--- Information supplied Enclosed Below ---

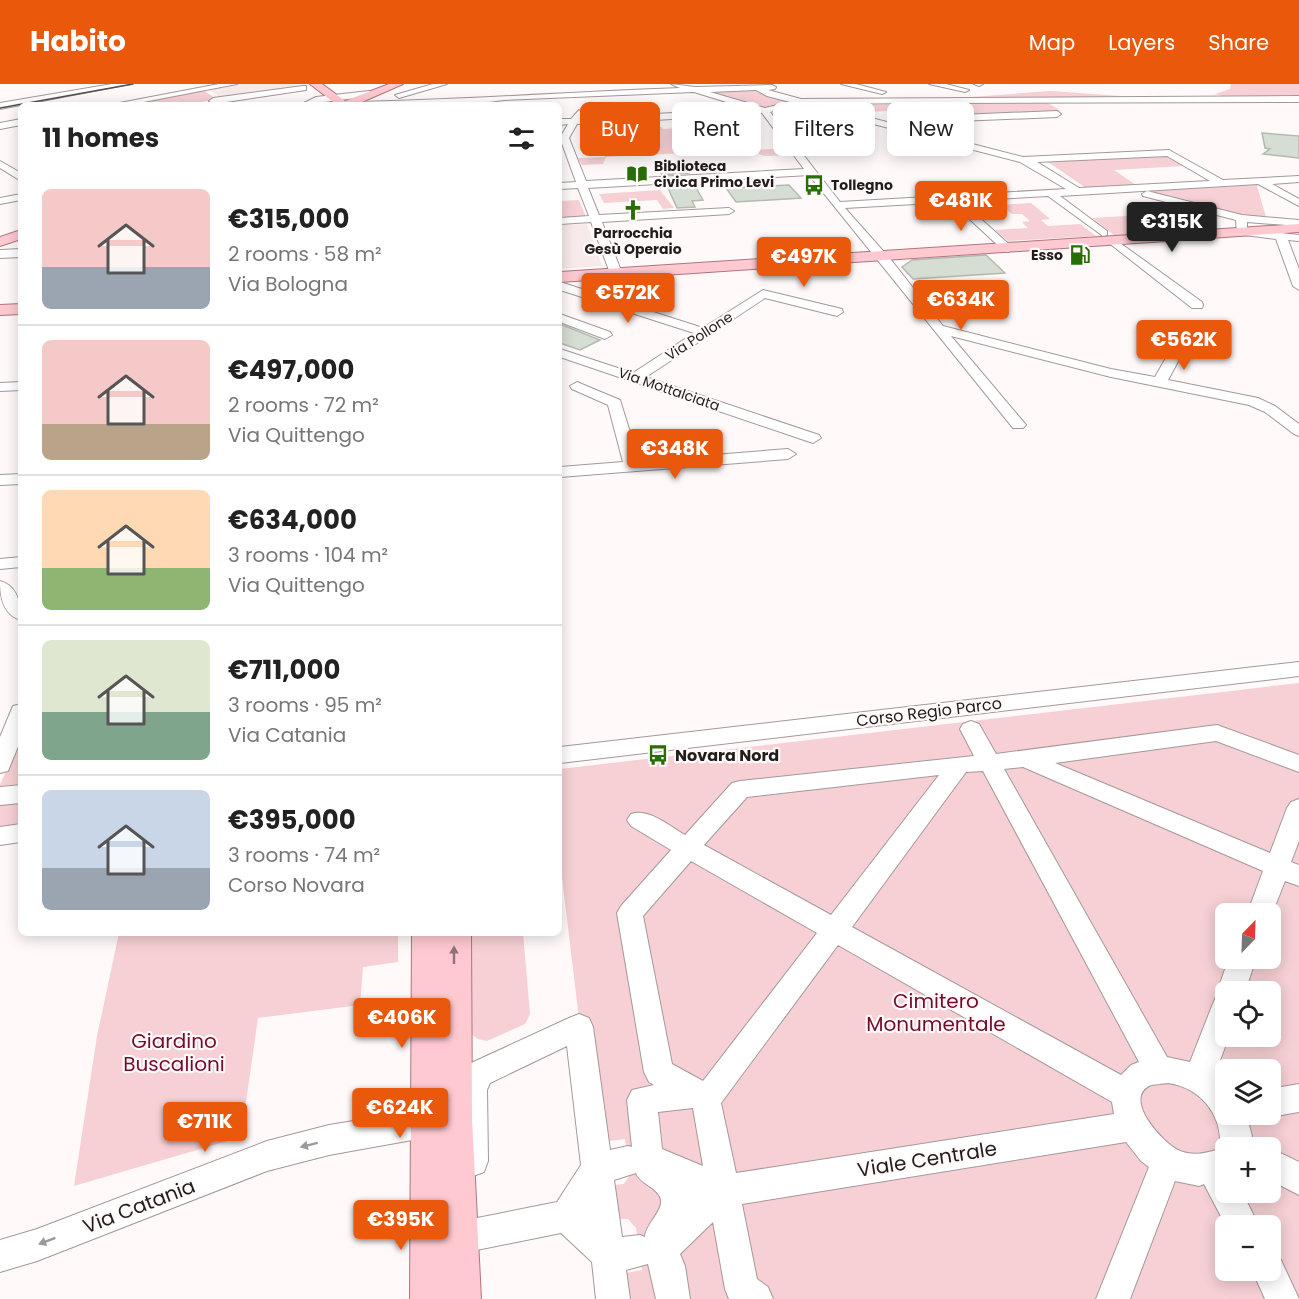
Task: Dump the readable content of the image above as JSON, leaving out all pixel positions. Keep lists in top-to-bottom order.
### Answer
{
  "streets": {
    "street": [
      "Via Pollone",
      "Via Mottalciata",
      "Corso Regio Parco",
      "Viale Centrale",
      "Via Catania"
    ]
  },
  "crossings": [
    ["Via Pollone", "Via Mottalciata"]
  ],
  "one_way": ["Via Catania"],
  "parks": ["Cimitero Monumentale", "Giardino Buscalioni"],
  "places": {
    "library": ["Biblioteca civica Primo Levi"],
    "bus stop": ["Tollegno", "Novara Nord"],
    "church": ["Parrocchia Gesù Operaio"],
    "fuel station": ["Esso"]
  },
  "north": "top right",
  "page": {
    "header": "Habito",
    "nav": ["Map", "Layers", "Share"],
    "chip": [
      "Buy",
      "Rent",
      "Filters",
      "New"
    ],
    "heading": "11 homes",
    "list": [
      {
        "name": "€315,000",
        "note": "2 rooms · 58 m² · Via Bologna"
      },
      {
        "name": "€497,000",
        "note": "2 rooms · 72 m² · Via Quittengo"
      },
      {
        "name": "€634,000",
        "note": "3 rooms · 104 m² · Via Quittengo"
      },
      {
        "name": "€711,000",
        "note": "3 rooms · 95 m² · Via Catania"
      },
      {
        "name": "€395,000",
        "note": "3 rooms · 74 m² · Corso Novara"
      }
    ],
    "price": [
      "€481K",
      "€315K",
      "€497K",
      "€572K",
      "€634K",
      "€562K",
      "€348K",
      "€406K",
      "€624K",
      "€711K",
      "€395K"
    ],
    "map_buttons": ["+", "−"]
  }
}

--- End of Enclosed Information supplied ---

Problem to work on » Return an exact copy of the data above, apart from any pictures.

Reply to the exercise »
Task: Dump the readable content of the image above as JSON, leaving out all pixel positions. Keep lists in top-to-bottom order.
### Answer
{
  "streets": {
    "street": [
      "Via Pollone",
      "Via Mottalciata",
      "Corso Regio Parco",
      "Viale Centrale",
      "Via Catania"
    ]
  },
  "crossings": [
    ["Via Pollone", "Via Mottalciata"]
  ],
  "one_way": ["Via Catania"],
  "parks": ["Cimitero Monumentale", "Giardino Buscalioni"],
  "places": {
    "library": ["Biblioteca civica Primo Levi"],
    "bus stop": ["Tollegno", "Novara Nord"],
    "church": ["Parrocchia Gesù Operaio"],
    "fuel station": ["Esso"]
  },
  "north": "top right",
  "page": {
    "header": "Habito",
    "nav": ["Map", "Layers", "Share"],
    "chip": [
      "Buy",
      "Rent",
      "Filters",
      "New"
    ],
    "heading": "11 homes",
    "list": [
      {
        "name": "€315,000",
        "note": "2 rooms · 58 m² · Via Bologna"
      },
      {
        "name": "€497,000",
        "note": "2 rooms · 72 m² · Via Quittengo"
      },
      {
        "name": "€634,000",
        "note": "3 rooms · 104 m² · Via Quittengo"
      },
      {
        "name": "€711,000",
        "note": "3 rooms · 95 m² · Via Catania"
      },
      {
        "name": "€395,000",
        "note": "3 rooms · 74 m² · Corso Novara"
      }
    ],
    "price": [
      "€481K",
      "€315K",
      "€497K",
      "€572K",
      "€634K",
      "€562K",
      "€348K",
      "€406K",
      "€624K",
      "€711K",
      "€395K"
    ],
    "map_buttons": ["+", "−"]
  }
}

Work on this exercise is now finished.